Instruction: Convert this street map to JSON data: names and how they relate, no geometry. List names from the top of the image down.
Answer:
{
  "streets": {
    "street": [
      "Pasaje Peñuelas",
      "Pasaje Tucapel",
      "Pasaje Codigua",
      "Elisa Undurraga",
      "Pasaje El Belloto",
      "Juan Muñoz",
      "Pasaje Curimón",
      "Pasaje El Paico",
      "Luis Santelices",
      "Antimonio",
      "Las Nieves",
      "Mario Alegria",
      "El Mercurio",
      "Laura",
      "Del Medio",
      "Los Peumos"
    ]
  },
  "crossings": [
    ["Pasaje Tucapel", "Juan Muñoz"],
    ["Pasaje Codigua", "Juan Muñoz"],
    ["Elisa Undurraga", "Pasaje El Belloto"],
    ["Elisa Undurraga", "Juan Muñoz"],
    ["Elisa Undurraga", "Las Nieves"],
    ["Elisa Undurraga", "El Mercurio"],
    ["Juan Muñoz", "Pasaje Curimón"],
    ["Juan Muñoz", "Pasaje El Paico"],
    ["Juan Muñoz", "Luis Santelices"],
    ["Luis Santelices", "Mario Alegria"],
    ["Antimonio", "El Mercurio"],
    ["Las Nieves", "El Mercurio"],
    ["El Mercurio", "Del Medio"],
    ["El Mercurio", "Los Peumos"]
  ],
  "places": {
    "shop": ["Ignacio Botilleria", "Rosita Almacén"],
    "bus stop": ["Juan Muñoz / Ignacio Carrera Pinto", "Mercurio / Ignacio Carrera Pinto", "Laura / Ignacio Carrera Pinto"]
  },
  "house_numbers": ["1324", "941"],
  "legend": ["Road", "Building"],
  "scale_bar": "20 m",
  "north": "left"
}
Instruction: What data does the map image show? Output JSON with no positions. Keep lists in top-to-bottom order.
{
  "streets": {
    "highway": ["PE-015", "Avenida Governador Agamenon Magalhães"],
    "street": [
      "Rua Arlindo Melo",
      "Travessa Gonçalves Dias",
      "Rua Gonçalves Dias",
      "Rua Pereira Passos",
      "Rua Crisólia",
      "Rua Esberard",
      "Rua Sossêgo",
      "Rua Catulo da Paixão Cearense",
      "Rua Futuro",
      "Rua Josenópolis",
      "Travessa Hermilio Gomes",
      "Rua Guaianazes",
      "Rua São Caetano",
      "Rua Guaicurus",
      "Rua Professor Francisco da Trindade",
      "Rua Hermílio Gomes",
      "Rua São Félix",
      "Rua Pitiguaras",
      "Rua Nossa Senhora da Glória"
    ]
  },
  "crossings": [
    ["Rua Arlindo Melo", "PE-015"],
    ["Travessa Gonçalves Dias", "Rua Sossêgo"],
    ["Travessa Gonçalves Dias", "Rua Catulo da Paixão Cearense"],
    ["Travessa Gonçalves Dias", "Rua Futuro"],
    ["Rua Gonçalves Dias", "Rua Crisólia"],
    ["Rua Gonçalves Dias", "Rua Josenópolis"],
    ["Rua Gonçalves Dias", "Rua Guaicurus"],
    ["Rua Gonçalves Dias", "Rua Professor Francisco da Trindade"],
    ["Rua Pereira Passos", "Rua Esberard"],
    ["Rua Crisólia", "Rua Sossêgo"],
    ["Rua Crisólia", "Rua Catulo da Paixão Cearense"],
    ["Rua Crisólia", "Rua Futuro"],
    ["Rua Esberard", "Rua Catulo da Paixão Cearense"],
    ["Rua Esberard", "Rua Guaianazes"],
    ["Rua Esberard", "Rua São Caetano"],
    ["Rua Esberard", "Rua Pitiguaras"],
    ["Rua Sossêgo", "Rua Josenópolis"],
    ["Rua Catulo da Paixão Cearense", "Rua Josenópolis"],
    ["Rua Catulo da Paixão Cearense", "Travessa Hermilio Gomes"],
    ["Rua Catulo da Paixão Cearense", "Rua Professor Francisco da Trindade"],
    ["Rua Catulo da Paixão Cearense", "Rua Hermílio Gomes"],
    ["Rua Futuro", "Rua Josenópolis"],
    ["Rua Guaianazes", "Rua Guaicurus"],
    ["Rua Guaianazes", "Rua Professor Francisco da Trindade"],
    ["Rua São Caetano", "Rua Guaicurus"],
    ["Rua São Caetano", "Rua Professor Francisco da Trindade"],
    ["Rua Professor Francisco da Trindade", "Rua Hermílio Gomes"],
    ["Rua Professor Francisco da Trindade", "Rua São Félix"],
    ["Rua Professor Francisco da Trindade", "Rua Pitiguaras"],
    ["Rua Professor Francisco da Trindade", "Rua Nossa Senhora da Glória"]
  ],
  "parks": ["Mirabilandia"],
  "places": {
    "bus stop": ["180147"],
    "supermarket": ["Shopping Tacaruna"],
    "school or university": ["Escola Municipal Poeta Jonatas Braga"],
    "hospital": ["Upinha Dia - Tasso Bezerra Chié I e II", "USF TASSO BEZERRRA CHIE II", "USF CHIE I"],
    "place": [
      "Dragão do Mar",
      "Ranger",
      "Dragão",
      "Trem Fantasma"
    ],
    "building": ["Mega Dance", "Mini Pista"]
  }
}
*****
> **TASK**
Write the data out again, verbatim.

> **RESULT FOR THIS EXERCISE**
Instruction: Convert this street map to JSON data: names and how they relate, no geometry. List names from the top of the image down.
Answer:
{
  "streets": {
    "street": [
      "Pasaje Peñuelas",
      "Pasaje Tucapel",
      "Pasaje Codigua",
      "Elisa Undurraga",
      "Pasaje El Belloto",
      "Juan Muñoz",
      "Pasaje Curimón",
      "Pasaje El Paico",
      "Luis Santelices",
      "Antimonio",
      "Las Nieves",
      "Mario Alegria",
      "El Mercurio",
      "Laura",
      "Del Medio",
      "Los Peumos"
    ]
  },
  "crossings": [
    ["Pasaje Tucapel", "Juan Muñoz"],
    ["Pasaje Codigua", "Juan Muñoz"],
    ["Elisa Undurraga", "Pasaje El Belloto"],
    ["Elisa Undurraga", "Juan Muñoz"],
    ["Elisa Undurraga", "Las Nieves"],
    ["Elisa Undurraga", "El Mercurio"],
    ["Juan Muñoz", "Pasaje Curimón"],
    ["Juan Muñoz", "Pasaje El Paico"],
    ["Juan Muñoz", "Luis Santelices"],
    ["Luis Santelices", "Mario Alegria"],
    ["Antimonio", "El Mercurio"],
    ["Las Nieves", "El Mercurio"],
    ["El Mercurio", "Del Medio"],
    ["El Mercurio", "Los Peumos"]
  ],
  "places": {
    "shop": ["Ignacio Botilleria", "Rosita Almacén"],
    "bus stop": ["Juan Muñoz / Ignacio Carrera Pinto", "Mercurio / Ignacio Carrera Pinto", "Laura / Ignacio Carrera Pinto"]
  },
  "house_numbers": ["1324", "941"],
  "legend": ["Road", "Building"],
  "scale_bar": "20 m",
  "north": "left"
}
Instruction: What data does the map image show? Output JSON with no positions. Keep lists in top-to-bottom order.
{
  "streets": {
    "highway": ["PE-015", "Avenida Governador Agamenon Magalhães"],
    "street": [
      "Rua Arlindo Melo",
      "Travessa Gonçalves Dias",
      "Rua Gonçalves Dias",
      "Rua Pereira Passos",
      "Rua Crisólia",
      "Rua Esberard",
      "Rua Sossêgo",
      "Rua Catulo da Paixão Cearense",
      "Rua Futuro",
      "Rua Josenópolis",
      "Travessa Hermilio Gomes",
      "Rua Guaianazes",
      "Rua São Caetano",
      "Rua Guaicurus",
      "Rua Professor Francisco da Trindade",
      "Rua Hermílio Gomes",
      "Rua São Félix",
      "Rua Pitiguaras",
      "Rua Nossa Senhora da Glória"
    ]
  },
  "crossings": [
    ["Rua Arlindo Melo", "PE-015"],
    ["Travessa Gonçalves Dias", "Rua Sossêgo"],
    ["Travessa Gonçalves Dias", "Rua Catulo da Paixão Cearense"],
    ["Travessa Gonçalves Dias", "Rua Futuro"],
    ["Rua Gonçalves Dias", "Rua Crisólia"],
    ["Rua Gonçalves Dias", "Rua Josenópolis"],
    ["Rua Gonçalves Dias", "Rua Guaicurus"],
    ["Rua Gonçalves Dias", "Rua Professor Francisco da Trindade"],
    ["Rua Pereira Passos", "Rua Esberard"],
    ["Rua Crisólia", "Rua Sossêgo"],
    ["Rua Crisólia", "Rua Catulo da Paixão Cearense"],
    ["Rua Crisólia", "Rua Futuro"],
    ["Rua Esberard", "Rua Catulo da Paixão Cearense"],
    ["Rua Esberard", "Rua Guaianazes"],
    ["Rua Esberard", "Rua São Caetano"],
    ["Rua Esberard", "Rua Pitiguaras"],
    ["Rua Sossêgo", "Rua Josenópolis"],
    ["Rua Catulo da Paixão Cearense", "Rua Josenópolis"],
    ["Rua Catulo da Paixão Cearense", "Travessa Hermilio Gomes"],
    ["Rua Catulo da Paixão Cearense", "Rua Professor Francisco da Trindade"],
    ["Rua Catulo da Paixão Cearense", "Rua Hermílio Gomes"],
    ["Rua Futuro", "Rua Josenópolis"],
    ["Rua Guaianazes", "Rua Guaicurus"],
    ["Rua Guaianazes", "Rua Professor Francisco da Trindade"],
    ["Rua São Caetano", "Rua Guaicurus"],
    ["Rua São Caetano", "Rua Professor Francisco da Trindade"],
    ["Rua Professor Francisco da Trindade", "Rua Hermílio Gomes"],
    ["Rua Professor Francisco da Trindade", "Rua São Félix"],
    ["Rua Professor Francisco da Trindade", "Rua Pitiguaras"],
    ["Rua Professor Francisco da Trindade", "Rua Nossa Senhora da Glória"]
  ],
  "parks": ["Mirabilandia"],
  "places": {
    "bus stop": ["180147"],
    "supermarket": ["Shopping Tacaruna"],
    "school or university": ["Escola Municipal Poeta Jonatas Braga"],
    "hospital": ["Upinha Dia - Tasso Bezerra Chié I e II", "USF TASSO BEZERRRA CHIE II", "USF CHIE I"],
    "place": [
      "Dragão do Mar",
      "Ranger",
      "Dragão",
      "Trem Fantasma"
    ],
    "building": ["Mega Dance", "Mini Pista"]
  }
}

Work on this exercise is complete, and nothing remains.